→ **Try it**
Across the listing below, how many lines contain the string "lineWidth"? Only the number is needed.

→ **Material for this task**
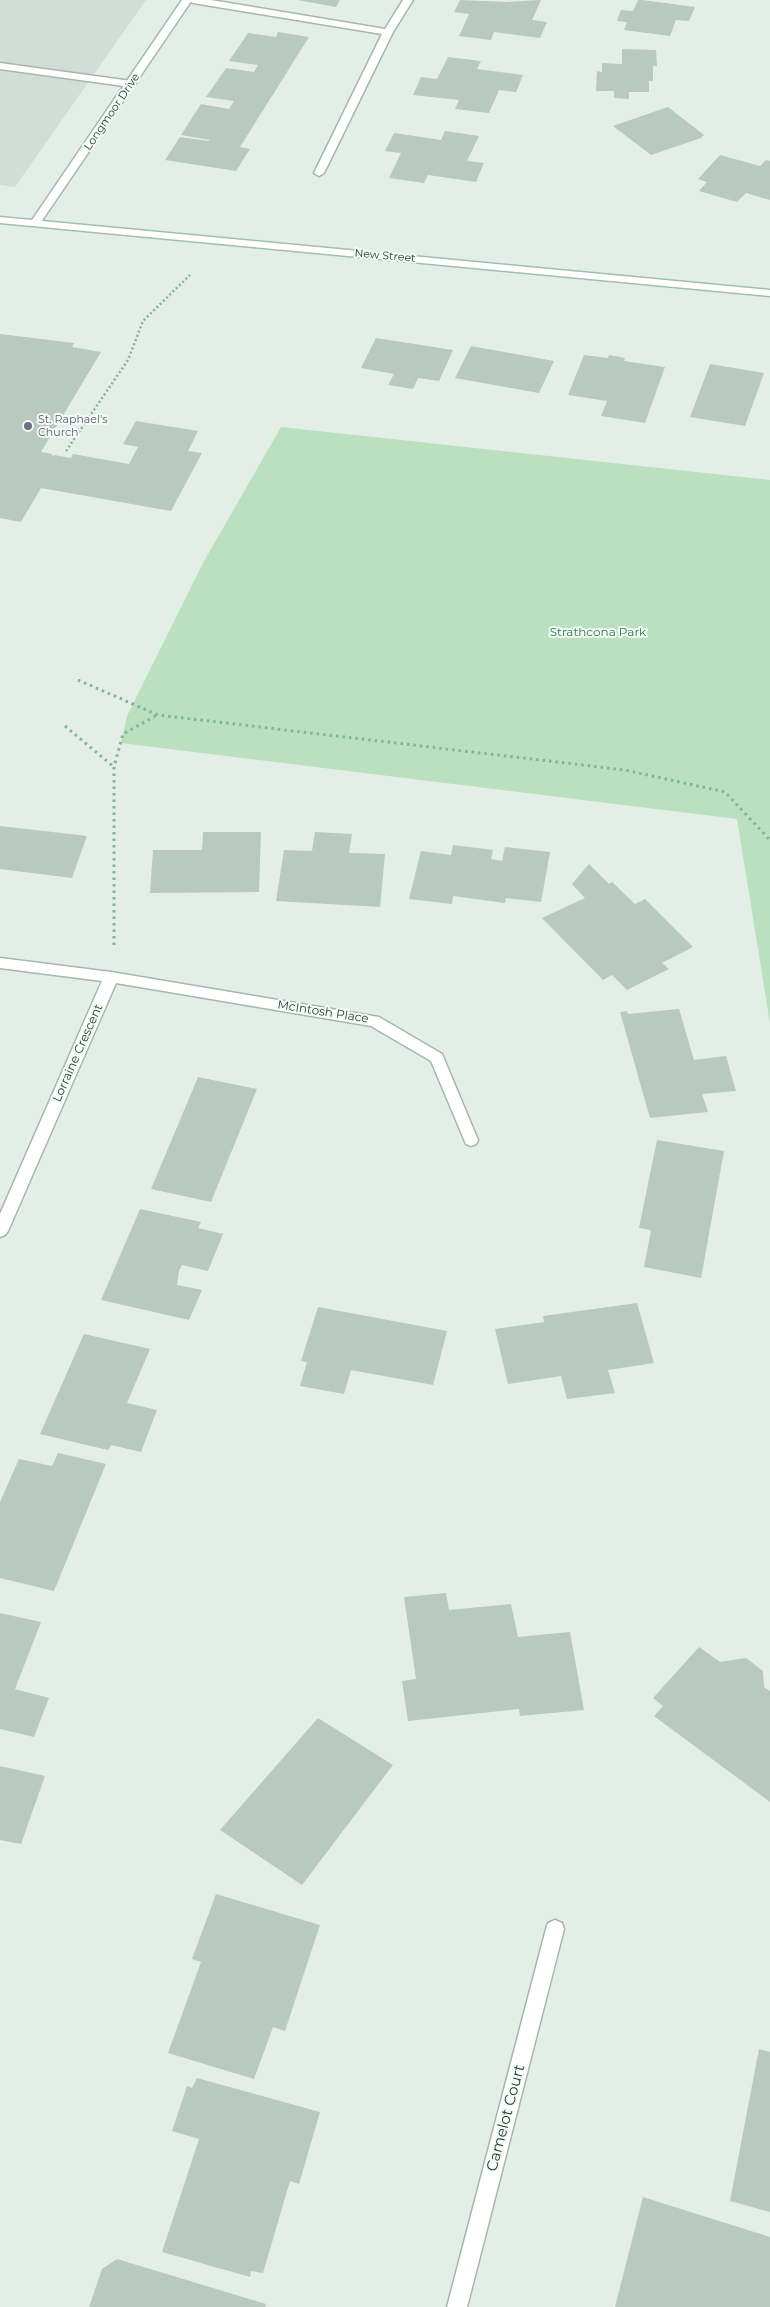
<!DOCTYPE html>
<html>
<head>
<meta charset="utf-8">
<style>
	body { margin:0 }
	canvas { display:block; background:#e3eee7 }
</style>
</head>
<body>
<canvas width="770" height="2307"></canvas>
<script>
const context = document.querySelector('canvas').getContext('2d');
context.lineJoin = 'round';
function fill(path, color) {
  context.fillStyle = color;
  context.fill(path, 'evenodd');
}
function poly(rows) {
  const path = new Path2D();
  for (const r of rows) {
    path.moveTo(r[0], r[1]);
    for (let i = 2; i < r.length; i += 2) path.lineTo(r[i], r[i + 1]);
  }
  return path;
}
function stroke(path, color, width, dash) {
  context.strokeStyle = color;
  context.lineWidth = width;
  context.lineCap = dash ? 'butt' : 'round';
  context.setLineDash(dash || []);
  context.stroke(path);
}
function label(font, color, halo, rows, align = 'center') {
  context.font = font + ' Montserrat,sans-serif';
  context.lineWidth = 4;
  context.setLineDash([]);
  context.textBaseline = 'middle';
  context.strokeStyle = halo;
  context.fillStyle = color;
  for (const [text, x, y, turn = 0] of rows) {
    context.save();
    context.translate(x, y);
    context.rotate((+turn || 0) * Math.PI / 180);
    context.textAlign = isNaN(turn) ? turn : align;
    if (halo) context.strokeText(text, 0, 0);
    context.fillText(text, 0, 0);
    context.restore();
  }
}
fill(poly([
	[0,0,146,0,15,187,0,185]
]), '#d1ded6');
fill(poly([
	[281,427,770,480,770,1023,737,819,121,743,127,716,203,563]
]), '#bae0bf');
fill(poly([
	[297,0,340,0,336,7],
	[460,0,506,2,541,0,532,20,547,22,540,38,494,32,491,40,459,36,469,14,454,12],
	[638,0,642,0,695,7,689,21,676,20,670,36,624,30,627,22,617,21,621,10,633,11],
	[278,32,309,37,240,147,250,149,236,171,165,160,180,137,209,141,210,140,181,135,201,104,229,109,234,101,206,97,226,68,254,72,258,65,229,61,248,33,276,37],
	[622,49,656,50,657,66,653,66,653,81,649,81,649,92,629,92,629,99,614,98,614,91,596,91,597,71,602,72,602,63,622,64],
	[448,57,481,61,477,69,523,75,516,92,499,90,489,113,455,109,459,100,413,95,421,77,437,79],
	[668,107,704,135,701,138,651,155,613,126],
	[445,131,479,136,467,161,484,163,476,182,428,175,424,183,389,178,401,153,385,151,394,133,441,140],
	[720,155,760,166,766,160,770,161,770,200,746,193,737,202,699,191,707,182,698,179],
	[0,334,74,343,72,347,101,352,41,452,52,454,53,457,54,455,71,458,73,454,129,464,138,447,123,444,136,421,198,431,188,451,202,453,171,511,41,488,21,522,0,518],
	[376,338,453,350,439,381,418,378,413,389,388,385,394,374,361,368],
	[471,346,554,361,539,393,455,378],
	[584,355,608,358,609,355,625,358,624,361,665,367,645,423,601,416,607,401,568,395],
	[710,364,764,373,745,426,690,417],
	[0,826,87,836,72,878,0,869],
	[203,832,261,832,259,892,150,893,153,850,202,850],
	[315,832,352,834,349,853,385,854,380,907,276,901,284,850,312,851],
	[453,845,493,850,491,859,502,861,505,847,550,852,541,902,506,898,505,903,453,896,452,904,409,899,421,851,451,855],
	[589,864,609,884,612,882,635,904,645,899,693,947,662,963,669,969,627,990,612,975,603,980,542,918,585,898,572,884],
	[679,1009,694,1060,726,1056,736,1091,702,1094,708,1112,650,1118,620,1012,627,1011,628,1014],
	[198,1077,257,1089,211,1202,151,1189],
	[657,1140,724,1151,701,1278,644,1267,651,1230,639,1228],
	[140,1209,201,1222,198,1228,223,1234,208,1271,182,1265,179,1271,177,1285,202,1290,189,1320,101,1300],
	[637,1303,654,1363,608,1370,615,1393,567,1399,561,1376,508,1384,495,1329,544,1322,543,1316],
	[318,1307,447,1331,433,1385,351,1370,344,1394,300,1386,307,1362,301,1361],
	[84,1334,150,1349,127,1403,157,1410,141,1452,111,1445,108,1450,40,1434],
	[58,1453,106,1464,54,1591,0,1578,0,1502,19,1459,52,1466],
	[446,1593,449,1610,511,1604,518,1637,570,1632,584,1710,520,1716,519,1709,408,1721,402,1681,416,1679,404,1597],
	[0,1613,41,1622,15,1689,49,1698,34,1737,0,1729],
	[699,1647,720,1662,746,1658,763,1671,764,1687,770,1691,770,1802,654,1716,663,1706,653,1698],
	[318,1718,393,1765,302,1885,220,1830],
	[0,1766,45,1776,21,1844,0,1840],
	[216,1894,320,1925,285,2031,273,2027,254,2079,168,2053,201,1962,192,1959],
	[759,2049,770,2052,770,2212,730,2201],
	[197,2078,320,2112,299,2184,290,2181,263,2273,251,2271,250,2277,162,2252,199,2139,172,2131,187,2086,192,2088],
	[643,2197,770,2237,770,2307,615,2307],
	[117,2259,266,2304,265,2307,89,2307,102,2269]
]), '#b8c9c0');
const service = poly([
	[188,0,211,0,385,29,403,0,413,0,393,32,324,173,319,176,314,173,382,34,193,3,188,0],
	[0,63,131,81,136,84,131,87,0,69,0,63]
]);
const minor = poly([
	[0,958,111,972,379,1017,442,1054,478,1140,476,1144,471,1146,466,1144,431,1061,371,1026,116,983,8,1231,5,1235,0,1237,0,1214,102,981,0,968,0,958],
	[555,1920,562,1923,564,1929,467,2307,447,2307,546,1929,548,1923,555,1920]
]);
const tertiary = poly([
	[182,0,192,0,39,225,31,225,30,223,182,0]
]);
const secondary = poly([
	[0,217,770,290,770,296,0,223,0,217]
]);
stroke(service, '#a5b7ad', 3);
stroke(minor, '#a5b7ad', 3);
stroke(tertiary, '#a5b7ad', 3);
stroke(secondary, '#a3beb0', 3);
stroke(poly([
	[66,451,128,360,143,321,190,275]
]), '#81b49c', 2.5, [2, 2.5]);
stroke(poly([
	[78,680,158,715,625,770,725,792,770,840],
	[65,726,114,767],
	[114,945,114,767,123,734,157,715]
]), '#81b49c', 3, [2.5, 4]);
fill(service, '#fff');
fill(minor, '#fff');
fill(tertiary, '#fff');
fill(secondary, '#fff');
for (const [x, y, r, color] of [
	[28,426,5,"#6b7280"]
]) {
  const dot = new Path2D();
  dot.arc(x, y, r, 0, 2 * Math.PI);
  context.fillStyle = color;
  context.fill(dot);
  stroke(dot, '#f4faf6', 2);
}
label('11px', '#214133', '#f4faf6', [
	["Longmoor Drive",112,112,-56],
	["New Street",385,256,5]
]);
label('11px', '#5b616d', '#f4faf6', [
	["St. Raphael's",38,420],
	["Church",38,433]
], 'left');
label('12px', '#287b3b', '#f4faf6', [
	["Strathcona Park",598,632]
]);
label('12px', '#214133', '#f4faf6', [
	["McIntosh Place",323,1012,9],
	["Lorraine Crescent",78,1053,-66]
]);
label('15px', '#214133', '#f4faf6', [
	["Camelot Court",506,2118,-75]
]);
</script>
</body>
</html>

→ **Solution to the exercise**
2